I think that the proof is quite long: we can try with a simpler (but similar) example :

$\vdash (A_1 \to A_2) \lor (A_2 \to A_3) \lor (A_3 \to A_1)$.

In this case, the proof is straightforward, using EM :

1) $\vdash A_1 \lor \lnot A_1$

2) $A_1$ --- assumed [a] for $\lor$-elim

3) $A_3 \to A_1$ --- from 2) by $\to$-intro

4) $(A_2 \to A_3) \lor (A_3 \to A_1)$ --- from 3) by $\lor$-intro

5) $(A_1 \to A_2) \lor (A_2 \to A_3) \lor (A_3 \to A_1)$ --- from 4) by $\lor$-intro

6) $\lnot A_1$ --- assumed [b] for $\lor$-elim

7) $A_1$ --- assumed [c]

8) $A_2$ --- from 6) and 7)

9) $A_1 \to A_2$ --- from 7) and 8) by $\to$-intro, discharging [c]
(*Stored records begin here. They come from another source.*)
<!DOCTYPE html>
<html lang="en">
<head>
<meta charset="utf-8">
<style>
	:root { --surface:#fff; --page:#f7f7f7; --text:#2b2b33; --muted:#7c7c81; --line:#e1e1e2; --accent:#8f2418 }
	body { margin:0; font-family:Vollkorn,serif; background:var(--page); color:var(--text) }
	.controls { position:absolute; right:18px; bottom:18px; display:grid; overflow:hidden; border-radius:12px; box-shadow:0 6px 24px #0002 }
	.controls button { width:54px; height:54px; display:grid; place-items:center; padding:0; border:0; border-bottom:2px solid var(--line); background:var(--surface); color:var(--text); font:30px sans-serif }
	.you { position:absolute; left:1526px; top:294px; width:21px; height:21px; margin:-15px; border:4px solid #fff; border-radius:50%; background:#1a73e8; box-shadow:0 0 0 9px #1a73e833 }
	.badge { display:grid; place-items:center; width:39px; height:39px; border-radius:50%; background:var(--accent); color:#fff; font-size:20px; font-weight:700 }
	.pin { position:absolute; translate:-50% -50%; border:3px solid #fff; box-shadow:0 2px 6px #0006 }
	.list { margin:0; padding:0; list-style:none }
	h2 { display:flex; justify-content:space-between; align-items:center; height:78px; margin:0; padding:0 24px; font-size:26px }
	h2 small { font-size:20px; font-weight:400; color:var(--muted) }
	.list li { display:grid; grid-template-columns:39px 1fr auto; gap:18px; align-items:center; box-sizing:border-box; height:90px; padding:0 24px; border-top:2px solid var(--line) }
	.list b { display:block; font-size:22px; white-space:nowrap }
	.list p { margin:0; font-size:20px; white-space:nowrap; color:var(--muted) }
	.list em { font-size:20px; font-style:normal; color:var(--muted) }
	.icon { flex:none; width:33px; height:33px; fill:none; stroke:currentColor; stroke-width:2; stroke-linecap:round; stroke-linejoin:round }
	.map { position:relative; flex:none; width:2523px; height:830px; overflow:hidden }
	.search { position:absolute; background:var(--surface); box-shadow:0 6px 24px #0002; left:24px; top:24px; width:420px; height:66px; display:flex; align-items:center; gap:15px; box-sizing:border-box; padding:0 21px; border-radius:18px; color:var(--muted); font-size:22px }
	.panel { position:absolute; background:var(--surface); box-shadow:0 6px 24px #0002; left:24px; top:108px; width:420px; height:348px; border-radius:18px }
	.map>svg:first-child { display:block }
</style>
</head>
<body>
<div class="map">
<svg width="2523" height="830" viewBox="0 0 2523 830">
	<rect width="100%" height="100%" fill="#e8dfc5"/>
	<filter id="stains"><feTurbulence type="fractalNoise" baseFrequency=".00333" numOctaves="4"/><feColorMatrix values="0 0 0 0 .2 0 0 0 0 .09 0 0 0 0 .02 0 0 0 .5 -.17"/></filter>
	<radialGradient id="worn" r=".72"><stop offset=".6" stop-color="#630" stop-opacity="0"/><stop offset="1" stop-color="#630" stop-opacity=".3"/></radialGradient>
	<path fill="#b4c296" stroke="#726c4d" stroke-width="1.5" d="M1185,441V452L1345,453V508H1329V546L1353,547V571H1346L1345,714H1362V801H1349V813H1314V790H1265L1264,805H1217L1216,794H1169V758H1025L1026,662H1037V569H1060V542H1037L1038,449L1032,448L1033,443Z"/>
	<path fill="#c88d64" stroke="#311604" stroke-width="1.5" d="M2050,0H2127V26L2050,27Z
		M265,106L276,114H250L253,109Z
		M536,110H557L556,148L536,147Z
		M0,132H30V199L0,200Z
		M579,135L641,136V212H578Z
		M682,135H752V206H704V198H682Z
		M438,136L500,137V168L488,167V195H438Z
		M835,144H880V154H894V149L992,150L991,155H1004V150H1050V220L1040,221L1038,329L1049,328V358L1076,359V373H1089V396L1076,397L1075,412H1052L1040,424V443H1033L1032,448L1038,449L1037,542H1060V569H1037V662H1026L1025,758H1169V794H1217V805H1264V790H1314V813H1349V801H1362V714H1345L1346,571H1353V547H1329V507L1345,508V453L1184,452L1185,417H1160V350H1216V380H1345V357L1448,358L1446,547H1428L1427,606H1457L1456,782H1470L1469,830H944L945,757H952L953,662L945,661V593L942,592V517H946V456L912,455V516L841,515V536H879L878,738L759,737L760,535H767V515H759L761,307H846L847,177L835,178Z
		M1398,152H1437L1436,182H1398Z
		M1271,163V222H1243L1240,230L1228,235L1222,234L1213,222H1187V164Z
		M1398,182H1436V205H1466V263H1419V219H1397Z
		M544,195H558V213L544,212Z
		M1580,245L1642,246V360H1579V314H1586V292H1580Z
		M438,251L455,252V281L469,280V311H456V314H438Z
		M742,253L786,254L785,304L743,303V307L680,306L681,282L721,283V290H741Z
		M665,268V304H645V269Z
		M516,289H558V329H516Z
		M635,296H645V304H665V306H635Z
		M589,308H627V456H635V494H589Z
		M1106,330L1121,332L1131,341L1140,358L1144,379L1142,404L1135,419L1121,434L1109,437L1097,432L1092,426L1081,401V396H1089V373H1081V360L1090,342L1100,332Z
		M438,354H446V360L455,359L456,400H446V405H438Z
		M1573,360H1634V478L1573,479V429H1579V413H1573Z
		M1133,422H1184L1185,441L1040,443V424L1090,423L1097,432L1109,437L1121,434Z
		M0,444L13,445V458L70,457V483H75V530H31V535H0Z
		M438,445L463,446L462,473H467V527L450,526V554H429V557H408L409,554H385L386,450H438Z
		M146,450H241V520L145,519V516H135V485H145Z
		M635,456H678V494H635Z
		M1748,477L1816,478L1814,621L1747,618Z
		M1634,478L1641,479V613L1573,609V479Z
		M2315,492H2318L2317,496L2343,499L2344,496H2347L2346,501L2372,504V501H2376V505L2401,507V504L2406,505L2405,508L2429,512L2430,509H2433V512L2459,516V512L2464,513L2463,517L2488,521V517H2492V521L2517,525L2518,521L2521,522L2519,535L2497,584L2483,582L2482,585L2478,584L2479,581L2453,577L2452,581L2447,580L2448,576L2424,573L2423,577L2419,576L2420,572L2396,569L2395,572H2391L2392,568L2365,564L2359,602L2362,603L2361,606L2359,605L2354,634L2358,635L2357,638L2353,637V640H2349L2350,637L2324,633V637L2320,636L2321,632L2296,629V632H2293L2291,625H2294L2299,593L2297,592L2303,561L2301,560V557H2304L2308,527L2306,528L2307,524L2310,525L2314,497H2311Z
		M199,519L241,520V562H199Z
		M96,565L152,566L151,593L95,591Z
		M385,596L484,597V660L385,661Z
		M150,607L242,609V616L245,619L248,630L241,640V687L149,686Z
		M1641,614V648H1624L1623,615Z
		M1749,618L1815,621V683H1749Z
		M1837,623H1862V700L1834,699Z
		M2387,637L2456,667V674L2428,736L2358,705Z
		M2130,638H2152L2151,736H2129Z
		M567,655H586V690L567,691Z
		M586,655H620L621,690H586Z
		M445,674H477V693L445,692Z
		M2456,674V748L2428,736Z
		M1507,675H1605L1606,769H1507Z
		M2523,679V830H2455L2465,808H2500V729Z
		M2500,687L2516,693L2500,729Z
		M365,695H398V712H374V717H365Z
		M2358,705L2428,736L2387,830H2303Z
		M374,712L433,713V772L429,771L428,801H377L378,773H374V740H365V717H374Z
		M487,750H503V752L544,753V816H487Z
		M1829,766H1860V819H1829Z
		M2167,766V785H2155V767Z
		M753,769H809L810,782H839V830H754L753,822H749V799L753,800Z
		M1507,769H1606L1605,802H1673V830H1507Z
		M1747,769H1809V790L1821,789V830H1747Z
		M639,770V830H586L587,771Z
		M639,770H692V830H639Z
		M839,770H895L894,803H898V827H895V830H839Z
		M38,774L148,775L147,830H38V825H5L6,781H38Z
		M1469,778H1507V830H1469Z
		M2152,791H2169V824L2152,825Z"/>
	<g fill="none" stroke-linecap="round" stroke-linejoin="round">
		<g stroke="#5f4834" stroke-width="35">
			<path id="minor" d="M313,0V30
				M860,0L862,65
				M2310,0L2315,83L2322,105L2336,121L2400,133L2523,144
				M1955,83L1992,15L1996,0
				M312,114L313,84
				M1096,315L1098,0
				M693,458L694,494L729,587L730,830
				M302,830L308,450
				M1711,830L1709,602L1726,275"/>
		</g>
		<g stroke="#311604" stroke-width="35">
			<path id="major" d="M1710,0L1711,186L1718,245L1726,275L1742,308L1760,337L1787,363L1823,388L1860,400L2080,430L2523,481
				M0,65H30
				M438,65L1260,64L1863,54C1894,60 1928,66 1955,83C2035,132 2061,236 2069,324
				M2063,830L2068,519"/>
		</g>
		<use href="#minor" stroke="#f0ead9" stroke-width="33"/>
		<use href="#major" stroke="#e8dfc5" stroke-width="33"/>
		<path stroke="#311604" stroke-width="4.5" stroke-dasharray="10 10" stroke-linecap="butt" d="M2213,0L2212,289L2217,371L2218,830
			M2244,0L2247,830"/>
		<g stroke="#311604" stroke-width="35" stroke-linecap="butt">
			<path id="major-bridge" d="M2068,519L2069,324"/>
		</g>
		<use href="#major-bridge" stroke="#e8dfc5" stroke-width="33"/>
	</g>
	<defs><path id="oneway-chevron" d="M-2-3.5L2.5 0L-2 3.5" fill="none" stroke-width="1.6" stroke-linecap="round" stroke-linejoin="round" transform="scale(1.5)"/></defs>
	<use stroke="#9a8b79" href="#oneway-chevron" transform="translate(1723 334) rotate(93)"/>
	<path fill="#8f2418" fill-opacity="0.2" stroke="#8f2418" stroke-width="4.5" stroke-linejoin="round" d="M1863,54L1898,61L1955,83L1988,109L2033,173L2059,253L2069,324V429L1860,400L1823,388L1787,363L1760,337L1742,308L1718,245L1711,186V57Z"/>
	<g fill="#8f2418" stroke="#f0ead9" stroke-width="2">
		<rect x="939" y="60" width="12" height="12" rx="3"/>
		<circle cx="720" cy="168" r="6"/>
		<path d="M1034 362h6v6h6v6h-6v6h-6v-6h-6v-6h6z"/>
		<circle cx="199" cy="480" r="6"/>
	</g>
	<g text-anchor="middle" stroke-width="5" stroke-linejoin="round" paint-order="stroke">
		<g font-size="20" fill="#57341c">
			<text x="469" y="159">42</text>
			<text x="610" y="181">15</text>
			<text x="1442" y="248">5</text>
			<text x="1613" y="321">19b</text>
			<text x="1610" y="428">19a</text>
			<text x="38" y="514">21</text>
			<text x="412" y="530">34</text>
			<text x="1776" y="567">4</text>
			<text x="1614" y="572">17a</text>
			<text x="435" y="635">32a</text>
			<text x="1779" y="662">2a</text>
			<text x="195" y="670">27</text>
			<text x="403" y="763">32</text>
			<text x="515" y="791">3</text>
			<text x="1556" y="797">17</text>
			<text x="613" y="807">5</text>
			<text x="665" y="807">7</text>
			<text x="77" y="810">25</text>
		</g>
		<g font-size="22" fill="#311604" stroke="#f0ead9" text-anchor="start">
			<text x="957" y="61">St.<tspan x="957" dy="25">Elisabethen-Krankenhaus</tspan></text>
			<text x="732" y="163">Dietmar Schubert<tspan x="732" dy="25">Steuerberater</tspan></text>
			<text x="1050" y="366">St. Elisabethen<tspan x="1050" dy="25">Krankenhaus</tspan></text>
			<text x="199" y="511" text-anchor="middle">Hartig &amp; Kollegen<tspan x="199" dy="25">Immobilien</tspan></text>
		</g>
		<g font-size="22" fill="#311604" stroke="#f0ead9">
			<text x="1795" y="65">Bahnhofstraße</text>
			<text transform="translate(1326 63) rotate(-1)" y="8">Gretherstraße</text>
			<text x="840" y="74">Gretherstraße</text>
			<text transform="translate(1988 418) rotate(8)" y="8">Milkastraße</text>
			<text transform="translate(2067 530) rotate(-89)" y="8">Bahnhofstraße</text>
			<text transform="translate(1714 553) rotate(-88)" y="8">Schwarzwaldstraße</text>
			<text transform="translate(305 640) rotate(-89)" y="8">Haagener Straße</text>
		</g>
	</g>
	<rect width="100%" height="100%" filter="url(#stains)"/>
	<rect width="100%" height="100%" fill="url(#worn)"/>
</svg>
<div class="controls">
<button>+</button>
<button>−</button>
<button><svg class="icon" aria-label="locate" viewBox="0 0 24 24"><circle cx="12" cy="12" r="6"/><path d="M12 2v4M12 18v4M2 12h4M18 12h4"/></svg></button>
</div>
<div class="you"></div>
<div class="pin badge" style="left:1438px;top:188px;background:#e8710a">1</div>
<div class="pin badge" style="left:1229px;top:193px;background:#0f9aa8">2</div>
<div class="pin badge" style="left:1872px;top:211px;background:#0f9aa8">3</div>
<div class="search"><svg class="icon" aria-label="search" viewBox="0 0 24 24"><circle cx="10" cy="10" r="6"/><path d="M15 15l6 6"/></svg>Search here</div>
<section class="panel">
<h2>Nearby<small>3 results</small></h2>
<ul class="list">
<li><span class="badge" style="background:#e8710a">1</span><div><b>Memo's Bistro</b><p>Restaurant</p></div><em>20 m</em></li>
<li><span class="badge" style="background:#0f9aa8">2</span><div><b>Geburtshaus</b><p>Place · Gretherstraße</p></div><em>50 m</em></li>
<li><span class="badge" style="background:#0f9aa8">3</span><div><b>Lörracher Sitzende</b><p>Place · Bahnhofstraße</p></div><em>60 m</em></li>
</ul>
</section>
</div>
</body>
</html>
10) $(A_1 \to A_2) \lor (A_2 \to A_3)$ --- from 9) by $\lor$-intro

11) $(A_1 \to A_2) \lor (A_2 \to A_3) \lor (A_3 \to A_1)$ --- from 10) by $\lor$-intro

Now we can conclude by $\lor$-elim from 1), discharging [a] and [b].